Saved entries:
------------------------------------
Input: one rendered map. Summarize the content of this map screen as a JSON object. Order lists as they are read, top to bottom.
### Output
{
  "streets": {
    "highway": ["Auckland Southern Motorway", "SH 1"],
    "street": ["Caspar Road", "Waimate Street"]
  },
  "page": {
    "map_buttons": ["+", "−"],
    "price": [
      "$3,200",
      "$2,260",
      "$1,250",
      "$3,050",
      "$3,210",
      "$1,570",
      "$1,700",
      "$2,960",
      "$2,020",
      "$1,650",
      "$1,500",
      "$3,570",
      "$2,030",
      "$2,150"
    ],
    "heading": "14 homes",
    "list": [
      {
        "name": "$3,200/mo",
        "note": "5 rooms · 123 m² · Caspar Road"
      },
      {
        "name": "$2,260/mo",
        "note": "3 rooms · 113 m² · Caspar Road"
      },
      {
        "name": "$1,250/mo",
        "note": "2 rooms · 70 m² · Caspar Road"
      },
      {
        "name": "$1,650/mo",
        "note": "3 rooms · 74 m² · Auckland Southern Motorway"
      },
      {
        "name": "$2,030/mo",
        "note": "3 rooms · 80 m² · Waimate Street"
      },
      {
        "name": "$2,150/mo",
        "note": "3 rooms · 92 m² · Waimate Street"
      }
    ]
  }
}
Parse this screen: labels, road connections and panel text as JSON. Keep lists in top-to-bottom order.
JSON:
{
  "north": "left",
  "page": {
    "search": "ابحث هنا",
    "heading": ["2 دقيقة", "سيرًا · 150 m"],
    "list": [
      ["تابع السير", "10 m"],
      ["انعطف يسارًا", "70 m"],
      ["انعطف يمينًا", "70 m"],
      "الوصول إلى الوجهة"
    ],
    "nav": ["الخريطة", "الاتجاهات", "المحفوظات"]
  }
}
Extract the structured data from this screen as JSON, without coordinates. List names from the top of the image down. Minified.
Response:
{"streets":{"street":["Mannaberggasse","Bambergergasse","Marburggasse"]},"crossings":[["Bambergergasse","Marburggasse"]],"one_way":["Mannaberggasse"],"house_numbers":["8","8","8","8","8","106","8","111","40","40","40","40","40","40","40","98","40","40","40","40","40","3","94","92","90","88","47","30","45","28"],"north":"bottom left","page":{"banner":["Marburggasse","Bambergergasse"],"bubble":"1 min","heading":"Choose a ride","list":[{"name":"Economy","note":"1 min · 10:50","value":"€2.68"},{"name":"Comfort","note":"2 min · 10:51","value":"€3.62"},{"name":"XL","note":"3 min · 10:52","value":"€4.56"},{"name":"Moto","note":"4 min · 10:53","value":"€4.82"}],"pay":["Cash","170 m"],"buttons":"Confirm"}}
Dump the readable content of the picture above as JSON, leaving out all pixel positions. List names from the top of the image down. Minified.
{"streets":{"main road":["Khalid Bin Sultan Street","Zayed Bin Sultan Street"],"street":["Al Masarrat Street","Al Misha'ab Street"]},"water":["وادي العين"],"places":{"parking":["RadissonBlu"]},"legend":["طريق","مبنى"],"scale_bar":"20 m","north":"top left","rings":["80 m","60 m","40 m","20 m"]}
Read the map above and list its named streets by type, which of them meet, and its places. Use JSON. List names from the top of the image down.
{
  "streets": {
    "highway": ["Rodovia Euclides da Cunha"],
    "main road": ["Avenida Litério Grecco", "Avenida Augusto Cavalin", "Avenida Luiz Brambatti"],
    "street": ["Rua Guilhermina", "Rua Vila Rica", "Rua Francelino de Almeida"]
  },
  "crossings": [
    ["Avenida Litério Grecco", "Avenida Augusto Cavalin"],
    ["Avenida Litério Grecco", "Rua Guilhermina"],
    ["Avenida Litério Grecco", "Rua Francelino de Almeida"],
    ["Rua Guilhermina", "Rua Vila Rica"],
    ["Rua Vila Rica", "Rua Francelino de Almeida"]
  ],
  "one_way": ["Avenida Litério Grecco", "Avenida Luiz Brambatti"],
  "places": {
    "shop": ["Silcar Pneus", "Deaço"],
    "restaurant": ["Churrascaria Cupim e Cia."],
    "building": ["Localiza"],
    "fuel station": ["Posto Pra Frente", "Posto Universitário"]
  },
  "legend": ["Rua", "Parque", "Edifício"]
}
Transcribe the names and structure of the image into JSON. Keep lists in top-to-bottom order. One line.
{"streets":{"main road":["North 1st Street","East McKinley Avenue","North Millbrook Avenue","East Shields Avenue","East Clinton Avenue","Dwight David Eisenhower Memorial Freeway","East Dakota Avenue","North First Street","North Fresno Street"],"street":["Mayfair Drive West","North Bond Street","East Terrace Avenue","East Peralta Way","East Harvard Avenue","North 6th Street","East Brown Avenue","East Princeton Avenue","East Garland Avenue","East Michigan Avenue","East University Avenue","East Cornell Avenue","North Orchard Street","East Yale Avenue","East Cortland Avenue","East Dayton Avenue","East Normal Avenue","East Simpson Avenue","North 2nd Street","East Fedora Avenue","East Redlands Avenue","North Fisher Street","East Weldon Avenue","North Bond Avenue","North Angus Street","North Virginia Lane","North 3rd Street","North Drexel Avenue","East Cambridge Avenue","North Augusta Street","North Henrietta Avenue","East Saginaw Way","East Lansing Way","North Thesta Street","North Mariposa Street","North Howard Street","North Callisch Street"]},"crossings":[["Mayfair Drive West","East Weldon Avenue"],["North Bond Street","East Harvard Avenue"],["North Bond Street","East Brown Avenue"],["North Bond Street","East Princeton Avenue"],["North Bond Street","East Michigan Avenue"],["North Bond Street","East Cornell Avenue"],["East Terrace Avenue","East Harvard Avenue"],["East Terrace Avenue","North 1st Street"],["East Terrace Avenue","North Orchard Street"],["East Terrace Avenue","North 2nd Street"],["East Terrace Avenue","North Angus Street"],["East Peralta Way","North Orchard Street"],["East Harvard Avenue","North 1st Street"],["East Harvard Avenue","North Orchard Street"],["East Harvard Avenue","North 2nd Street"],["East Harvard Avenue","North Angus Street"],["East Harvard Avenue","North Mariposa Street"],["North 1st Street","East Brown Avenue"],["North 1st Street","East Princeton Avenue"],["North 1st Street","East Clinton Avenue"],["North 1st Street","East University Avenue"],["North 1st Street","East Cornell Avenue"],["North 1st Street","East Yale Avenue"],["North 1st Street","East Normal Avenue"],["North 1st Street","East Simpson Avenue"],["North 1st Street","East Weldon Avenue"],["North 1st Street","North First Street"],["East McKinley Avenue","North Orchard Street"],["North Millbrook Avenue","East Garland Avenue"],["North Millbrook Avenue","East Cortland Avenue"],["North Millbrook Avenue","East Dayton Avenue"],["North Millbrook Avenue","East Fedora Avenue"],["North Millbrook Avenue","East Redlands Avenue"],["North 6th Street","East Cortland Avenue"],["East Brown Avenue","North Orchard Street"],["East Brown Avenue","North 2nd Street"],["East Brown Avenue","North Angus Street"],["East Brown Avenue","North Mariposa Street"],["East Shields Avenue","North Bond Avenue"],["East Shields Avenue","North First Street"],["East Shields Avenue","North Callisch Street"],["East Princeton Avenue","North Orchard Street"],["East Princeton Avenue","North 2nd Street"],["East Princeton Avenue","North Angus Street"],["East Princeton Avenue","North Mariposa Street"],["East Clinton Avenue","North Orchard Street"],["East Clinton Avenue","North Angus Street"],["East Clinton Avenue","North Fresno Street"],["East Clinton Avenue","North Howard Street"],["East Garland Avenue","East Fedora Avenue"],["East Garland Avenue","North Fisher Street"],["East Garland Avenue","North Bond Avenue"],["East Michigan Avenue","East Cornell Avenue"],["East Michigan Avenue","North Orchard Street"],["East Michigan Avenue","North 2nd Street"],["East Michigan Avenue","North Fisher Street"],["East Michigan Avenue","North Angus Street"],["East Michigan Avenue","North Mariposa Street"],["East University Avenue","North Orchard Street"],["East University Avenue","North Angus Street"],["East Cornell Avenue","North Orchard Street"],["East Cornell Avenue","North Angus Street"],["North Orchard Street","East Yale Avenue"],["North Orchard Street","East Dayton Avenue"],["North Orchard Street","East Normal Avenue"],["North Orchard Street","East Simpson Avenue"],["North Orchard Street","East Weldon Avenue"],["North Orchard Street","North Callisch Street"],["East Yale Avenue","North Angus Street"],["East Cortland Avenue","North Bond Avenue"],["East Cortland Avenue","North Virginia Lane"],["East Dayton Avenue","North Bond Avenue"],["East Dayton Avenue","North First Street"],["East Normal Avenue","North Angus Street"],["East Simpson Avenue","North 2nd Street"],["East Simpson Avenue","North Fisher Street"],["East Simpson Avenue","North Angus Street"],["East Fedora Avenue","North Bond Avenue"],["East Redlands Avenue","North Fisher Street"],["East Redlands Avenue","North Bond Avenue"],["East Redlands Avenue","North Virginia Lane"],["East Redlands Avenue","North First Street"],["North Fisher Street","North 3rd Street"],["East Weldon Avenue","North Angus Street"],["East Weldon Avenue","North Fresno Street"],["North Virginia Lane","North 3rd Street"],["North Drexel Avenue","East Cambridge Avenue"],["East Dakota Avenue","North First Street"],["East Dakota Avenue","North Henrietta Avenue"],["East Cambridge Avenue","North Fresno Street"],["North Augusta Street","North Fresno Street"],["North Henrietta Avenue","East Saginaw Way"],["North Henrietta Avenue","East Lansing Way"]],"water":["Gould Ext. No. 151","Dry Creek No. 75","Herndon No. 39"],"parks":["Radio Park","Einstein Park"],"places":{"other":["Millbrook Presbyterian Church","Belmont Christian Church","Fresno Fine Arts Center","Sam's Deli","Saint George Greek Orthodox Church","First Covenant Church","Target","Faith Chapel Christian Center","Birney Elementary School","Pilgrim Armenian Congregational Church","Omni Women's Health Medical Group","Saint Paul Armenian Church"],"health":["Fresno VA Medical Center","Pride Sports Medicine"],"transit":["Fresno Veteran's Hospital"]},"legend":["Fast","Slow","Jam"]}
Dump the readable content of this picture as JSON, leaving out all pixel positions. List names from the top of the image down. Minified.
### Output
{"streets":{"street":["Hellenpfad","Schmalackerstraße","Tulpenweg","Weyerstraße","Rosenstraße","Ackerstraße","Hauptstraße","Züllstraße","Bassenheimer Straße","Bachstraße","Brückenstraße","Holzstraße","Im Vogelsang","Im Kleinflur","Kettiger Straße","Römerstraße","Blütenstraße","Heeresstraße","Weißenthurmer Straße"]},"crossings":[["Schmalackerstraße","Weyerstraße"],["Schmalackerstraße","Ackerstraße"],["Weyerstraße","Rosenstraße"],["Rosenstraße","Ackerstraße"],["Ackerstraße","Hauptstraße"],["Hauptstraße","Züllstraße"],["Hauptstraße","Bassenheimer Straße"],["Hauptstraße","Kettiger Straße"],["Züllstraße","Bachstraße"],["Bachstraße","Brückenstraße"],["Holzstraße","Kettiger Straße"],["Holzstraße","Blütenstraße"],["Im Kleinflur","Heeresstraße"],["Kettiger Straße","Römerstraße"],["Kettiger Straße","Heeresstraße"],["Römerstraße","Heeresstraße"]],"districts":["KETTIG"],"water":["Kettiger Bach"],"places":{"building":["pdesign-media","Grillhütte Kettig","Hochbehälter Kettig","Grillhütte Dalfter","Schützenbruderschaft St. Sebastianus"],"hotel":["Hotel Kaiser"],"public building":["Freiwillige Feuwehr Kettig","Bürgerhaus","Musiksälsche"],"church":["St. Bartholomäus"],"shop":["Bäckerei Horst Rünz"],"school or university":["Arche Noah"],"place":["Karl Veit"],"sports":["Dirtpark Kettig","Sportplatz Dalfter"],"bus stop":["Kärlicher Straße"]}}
------------------------------------
→ How to complete this task
Scan the records for the string "bottom" and report each line where it occurs.

→ Exercise response
Input: one rendered map. Summarize the content of this map screen as a JSON object. Order lists as they are read, top to bottom.
Parse this screen: labels, road connections and panel text as JSON. Keep lists in top-to-bottom order.
{"streets":{"street":["Mannaberggasse","Bambergergasse","Marburggasse"]},"crossings":[["Bambergergasse","Marburggasse"]],"one_way":["Mannaberggasse"],"house_numbers":["8","8","8","8","8","106","8","111","40","40","40","40","40","40","40","98","40","40","40","40","40","3","94","92","90","88","47","30","45","28"],"north":"bottom left","page":{"banner":["Marburggasse","Bambergergasse"],"bubble":"1 min","heading":"Choose a ride","list":[{"name":"Economy","note":"1 min · 10:50","value":"€2.68"},{"name":"Comfort","note":"2 min · 10:51","value":"€3.62"},{"name":"XL","note":"3 min · 10:52","value":"€4.56"},{"name":"Moto","note":"4 min · 10:53","value":"€4.82"}],"pay":["Cash","170 m"],"buttons":"Confirm"}}
Transcribe the names and structure of the image into JSON. Keep lists in top-to-bottom order. One line.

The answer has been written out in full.